EXERCISE BRIEF:
Where the data below has the string "tools", return the whole line.

Collected data:
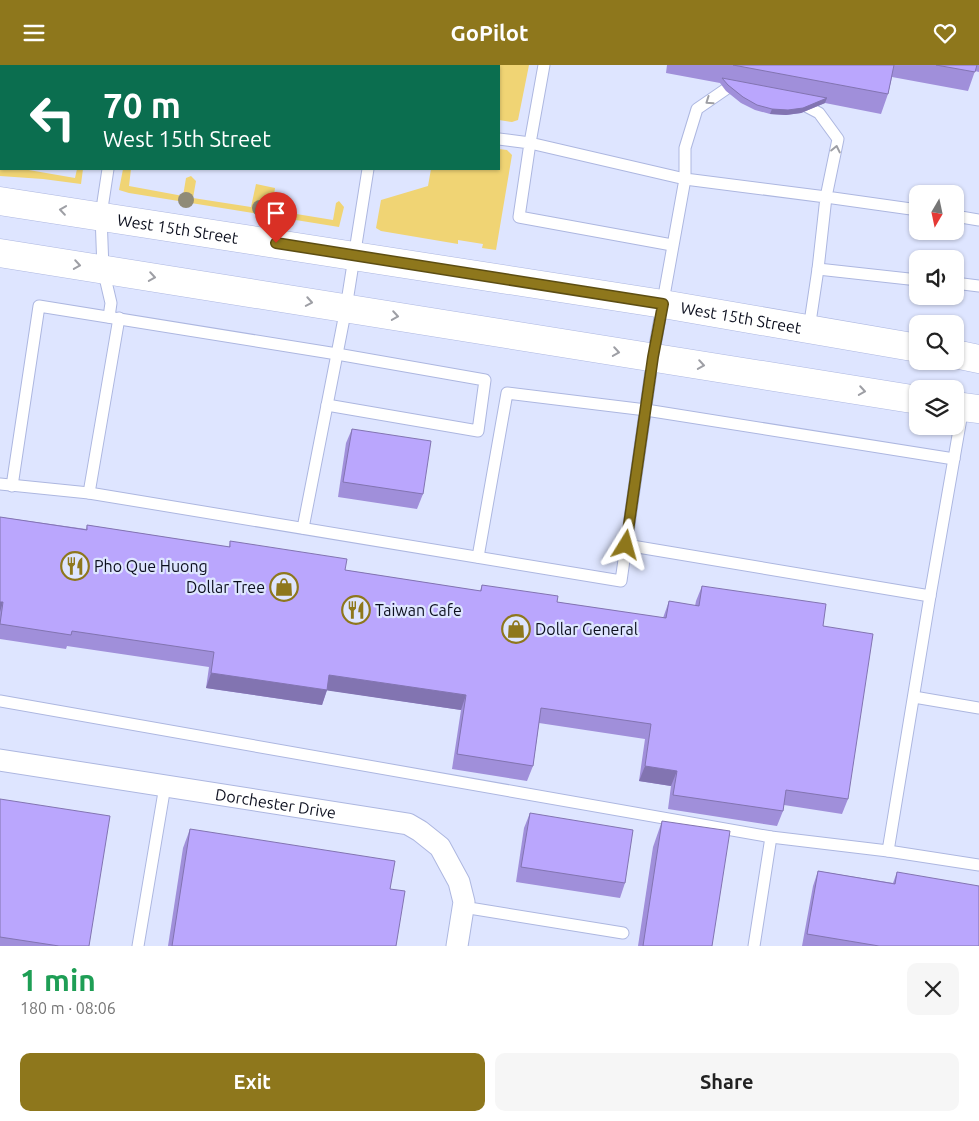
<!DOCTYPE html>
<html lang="en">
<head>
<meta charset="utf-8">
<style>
  body { margin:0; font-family:Ubuntu,sans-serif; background:#f6f6f6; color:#222; height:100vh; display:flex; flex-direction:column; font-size:19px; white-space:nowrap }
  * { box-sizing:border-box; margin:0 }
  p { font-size:16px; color:#767676 }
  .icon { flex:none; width:28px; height:28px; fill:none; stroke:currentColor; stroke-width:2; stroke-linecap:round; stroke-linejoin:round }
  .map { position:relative; height:881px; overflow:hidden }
  .sheet { display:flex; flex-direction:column; background:#fff; flex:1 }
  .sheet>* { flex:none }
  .hud { position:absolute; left:0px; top:0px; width:500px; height:105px; box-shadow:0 1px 4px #0004; background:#0b6e4f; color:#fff; overflow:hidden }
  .needle { width:32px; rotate:189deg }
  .tools { position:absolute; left:909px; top:120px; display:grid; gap:10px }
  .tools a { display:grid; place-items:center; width:55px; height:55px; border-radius:10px; background:#fff; box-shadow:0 1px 4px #0004; font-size:25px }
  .pin { position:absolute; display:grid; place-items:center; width:42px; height:42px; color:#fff; margin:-51px -21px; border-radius:50% 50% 50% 0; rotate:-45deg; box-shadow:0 0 5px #0007 }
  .pin .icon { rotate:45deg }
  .me { position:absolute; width:55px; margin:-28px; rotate:8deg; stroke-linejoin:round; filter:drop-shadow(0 0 4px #0008) }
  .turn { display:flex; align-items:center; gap:18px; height:105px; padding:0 20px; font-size:22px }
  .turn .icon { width:65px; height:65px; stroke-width:2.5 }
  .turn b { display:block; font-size:35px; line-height:42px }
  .round { display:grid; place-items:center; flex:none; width:52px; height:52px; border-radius:10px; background:#f6f6f6 }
  .overview { display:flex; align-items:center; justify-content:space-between; height:85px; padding:0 20px }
  h1 { font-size:30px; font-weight:600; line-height:38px; color:#1e9e55 }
  .cta { display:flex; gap:10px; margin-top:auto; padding:10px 20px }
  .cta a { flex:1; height:58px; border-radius:10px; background:#8e771c; color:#fff; font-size:20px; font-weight:600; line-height:58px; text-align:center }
  .cta a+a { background:#f6f6f6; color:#222 }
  header { display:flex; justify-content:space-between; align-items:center; height:65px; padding:0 20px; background:#8e771c; color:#fff; font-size:22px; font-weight:600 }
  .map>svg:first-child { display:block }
</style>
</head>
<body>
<header><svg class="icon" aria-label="menu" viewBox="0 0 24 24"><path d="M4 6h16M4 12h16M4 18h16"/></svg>GoPilot<svg class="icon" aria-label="heart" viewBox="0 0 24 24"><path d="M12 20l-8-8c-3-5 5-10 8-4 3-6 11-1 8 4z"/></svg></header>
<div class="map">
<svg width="979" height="881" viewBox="0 0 979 881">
  <rect width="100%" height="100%" fill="#dee5ff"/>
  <g fill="#f0d474">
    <path d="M450,0h79l-11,55 -6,2 -13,-2v-54h-49z"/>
    <path d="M499,84l8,1 5,5 -16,95 -14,-2 1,-4 -25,-4v4l-77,-13 -5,-3 5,-28 47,-14 3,-17h68z"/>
    <path d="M0,100l1,4h22l52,9 2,-9h6l-2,15 -38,-5 -43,-3z"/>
    <path d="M123,104h8l-2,17 54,10 3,-18 5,-2 5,5 -3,17 58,9 5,-23 19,4 -3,22 61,10 3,-17 3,-2 5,6 -5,20 -210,-34 -10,-3z"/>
  </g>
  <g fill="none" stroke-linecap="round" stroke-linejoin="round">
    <defs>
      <g id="lane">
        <path d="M35,0l7,1"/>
        <path d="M435,1v-1"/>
        <path d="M739,23l-10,-1 -32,22 -12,39v31l141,18 -8,72 -9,60"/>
        <path d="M798,37l21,11 19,26 -12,58 92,13"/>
        <path d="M499,74l31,4 -11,74 153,28"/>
        <path d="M108,104l-7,46 2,54 8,34 -2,14"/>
        <path d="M955,151l24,4"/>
        <path d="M818,204l100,11"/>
        <path d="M955,218l24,3"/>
        <path d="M0,419l89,9 532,88 32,-224 32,-178 -155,-36 14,-78"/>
        <path d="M12,421l27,-180 298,48 148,26 -7,51 -151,-26"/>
        <path d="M89,428l30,-175"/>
        <path d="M303,463l43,-220 22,-139"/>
        <path d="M626,480l304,51 33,-189"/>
        <path d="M478,492l29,-164 139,17 308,49"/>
        <path d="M914,632l65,11"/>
        <path d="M0,636l771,136 117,14 42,-255"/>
        <path d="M888,786l91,14"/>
        <path d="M463,842l160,26"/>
        <path d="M138,881l27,-160"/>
        <path d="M754,881l17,-109"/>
      </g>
      <g id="street">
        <path id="s1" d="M0,695l408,64 12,7 20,16 19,35 5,20 -7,44"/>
      </g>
      <g id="secondary">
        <path id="s2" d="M0,136l663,103 255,44"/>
        <path d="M0,188l918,147"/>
        <path d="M955,289l24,5"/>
        <path d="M955,341l24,3"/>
      </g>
    </defs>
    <use href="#lane" stroke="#adb7e0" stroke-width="13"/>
    <use href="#street" stroke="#adb7e0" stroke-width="23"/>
    <use href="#secondary" stroke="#adb7e0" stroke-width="29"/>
    <use href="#lane" stroke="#fff" stroke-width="11"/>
    <use href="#street" stroke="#fff" stroke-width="21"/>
    <use href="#secondary" stroke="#fff" stroke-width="28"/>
  </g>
  <g fill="#908b77">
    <circle cx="186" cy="135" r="8"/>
    <circle cx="260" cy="143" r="8"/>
  </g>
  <g fill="#a08fda">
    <path d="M667,0h312v7l-4,-1 -7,20 -76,-14 -4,17 -7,20 -56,-11 -24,10 -15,2 -16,-1 -15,-4 -14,-7 -15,-12 -6,-8 -54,-10z"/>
    <path d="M352,364l71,65 -6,15 -79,-12 8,-54z"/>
    <path d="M0,452l86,12 1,-4 142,22 1,-6 115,29 135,21 2,-6 75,17 106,16 6,-17 26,5 1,-5 6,-15 121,40 25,173 -6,15 -58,-9 -1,6 -6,15 -109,-17 3,-23 -32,-5 6,-42 -106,-16 -6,43 -6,15 -75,-12 9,-59 -134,-20 -5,15 -116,-17 3,-21 -142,-21 -1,3 -66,-10z"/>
    <path d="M0,734l89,147h-89z"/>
    <path d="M530,748l95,70 -5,15 -104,-16 8,-54z"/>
    <path d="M662,756l50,125h-74l15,-99z"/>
    <path d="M190,764l200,60 6,57h-228l15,-98z"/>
    <path d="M818,806l75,12 4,-11 82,74h-177l11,-60z"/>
  </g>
  <g fill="#8274b1">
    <path d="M827,33l-2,5 -24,10 -15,2 -16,-1 2,-5z"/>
    <path d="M0,537h3l-3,10z"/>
    <path d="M211,608l116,17 -5,15 -116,-17z"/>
    <path d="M329,610l137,20 -5,15 -137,-20z"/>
    <path d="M645,701l32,5 -6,15 -32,-5z"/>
  </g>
  <g fill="#baa6fd" stroke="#8274b1">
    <path d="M733,0h161l-6,29z"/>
    <path d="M936,0h41l-2,7z"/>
    <path d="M722,13l105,20 -24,10 -15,2 -16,-1 -15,-4 -14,-8 -15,-12z"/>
    <path d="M352,364l79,12 -8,53 -80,-12z"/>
    <path d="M0,452l87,13v-5l143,22v-6l117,18 -2,11 136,21 1,-6 76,11 -1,6 109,16 3,-17 30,5 3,-20 124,18 -3,22 50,8 -25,165 -62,-9 -3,21 -110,-16 4,-24 -32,-5 6,-42 -110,-16 -8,58 -76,-12 9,-59 -137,-20 -2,15 -116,-17 3,-21 -142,-21 -1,4 -71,-11 3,-22h-3z"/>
    <path d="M0,734l110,17 -21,130h-30l-59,-9z"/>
    <path d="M530,748l103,17 -8,53 -104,-16z"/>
    <path d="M662,756l68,10 -18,115h-69z"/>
    <path d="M190,764l205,32 -5,28 15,2 -9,55h-224z"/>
    <path d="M818,806l77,13 2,-12 82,14v60h-100l-72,-12z"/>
  </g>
  <defs><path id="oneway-chevron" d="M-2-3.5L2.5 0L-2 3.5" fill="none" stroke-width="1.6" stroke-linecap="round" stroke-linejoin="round" transform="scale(1.25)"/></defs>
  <g stroke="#9e9fa5">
    <use href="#oneway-chevron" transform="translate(709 36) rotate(145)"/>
    <use href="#oneway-chevron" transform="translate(836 84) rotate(-78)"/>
    <use href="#oneway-chevron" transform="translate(63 145) rotate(-172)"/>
    <use href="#oneway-chevron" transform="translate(77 200) rotate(9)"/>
    <use href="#oneway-chevron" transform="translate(152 212) rotate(9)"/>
    <use href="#oneway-chevron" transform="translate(309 237) rotate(10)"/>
    <use href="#oneway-chevron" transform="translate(395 251) rotate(9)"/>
    <use href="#oneway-chevron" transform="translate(616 287) rotate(9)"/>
    <use href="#oneway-chevron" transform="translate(701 300) rotate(9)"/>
    <use href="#oneway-chevron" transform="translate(862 326) rotate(9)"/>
  </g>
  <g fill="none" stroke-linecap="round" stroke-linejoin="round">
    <defs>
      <path id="route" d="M276,178l387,61 -10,53 -27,188"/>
    </defs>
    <use href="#route" stroke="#5c4d12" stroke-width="12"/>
    <use href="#route" stroke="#8e771c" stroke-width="9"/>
  </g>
  <defs>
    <symbol id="restaurant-ring" viewBox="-11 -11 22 22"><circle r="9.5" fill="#dee5ff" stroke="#8e771c" stroke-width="1.5"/><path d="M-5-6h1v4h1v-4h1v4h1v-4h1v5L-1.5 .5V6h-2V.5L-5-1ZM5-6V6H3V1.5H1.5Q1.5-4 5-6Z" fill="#8e771c"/></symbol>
    <symbol id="shop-ring" viewBox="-11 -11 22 22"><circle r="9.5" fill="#dee5ff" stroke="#8e771c" stroke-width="1.5"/><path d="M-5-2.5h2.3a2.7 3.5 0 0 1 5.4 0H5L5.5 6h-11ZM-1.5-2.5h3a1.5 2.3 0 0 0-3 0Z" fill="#8e771c"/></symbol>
  </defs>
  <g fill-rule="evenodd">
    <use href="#restaurant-ring" x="59" y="485" width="32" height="32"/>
    <use href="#shop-ring" x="268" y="506" width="32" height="32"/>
    <use href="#restaurant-ring" x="340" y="529" width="32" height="32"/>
    <use href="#shop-ring" x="500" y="548" width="32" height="32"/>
  </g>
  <g text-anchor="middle" stroke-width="4.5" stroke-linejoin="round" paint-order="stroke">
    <g font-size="16" fill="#0c0f1e" stroke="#dee5ff">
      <text dy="6" stroke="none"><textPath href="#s2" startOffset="180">West 15th Street</textPath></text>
      <text dy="6" stroke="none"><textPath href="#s2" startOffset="750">West 15th Street</textPath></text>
      <text dy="6" stroke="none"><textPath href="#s1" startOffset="279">Dorchester Drive</textPath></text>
    </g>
    <g font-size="16" fill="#0c0f1e" stroke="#dee5ff" text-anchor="start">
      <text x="94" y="507">Pho Que Huong</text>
      <text x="265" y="528" text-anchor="end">Dollar Tree</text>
      <text x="375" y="551">Taiwan Cafe</text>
      <text x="535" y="570">Dollar General</text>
    </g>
  </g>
</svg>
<div class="tools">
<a><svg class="needle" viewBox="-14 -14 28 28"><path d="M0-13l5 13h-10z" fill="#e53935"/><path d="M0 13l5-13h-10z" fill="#767676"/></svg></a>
<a><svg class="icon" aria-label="sound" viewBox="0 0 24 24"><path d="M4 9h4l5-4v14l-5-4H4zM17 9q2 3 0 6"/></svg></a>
<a><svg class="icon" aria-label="search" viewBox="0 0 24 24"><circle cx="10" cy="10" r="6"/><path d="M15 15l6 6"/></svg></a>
<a><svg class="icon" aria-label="layers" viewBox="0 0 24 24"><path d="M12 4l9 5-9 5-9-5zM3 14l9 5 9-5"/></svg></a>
</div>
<div class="pin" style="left:276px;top:178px;background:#d93025"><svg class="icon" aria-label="arrive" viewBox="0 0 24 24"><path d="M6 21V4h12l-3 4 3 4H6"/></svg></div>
<svg class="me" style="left:626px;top:480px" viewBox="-20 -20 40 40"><path d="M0-17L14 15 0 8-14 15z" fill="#8e771c" stroke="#fff" stroke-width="4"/></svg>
<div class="hud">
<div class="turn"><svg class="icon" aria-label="left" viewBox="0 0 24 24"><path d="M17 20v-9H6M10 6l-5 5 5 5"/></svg><div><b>70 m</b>West 15th Street</div></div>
</div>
</div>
<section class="sheet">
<div class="overview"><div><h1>1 min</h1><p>180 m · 08:06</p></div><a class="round"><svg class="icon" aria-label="close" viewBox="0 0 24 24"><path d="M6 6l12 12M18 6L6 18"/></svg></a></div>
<div class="cta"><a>Exit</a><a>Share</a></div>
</section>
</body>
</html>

ANSWER TO THE EXERCISE:
  .tools { position:absolute; left:909px; top:120px; display:grid; gap:10px }
  .tools a { display:grid; place-items:center; width:55px; height:55px; border-radius:10px; background:#fff; box-shadow:0 1px 4px #0004; font-size:25px }
<div class="tools">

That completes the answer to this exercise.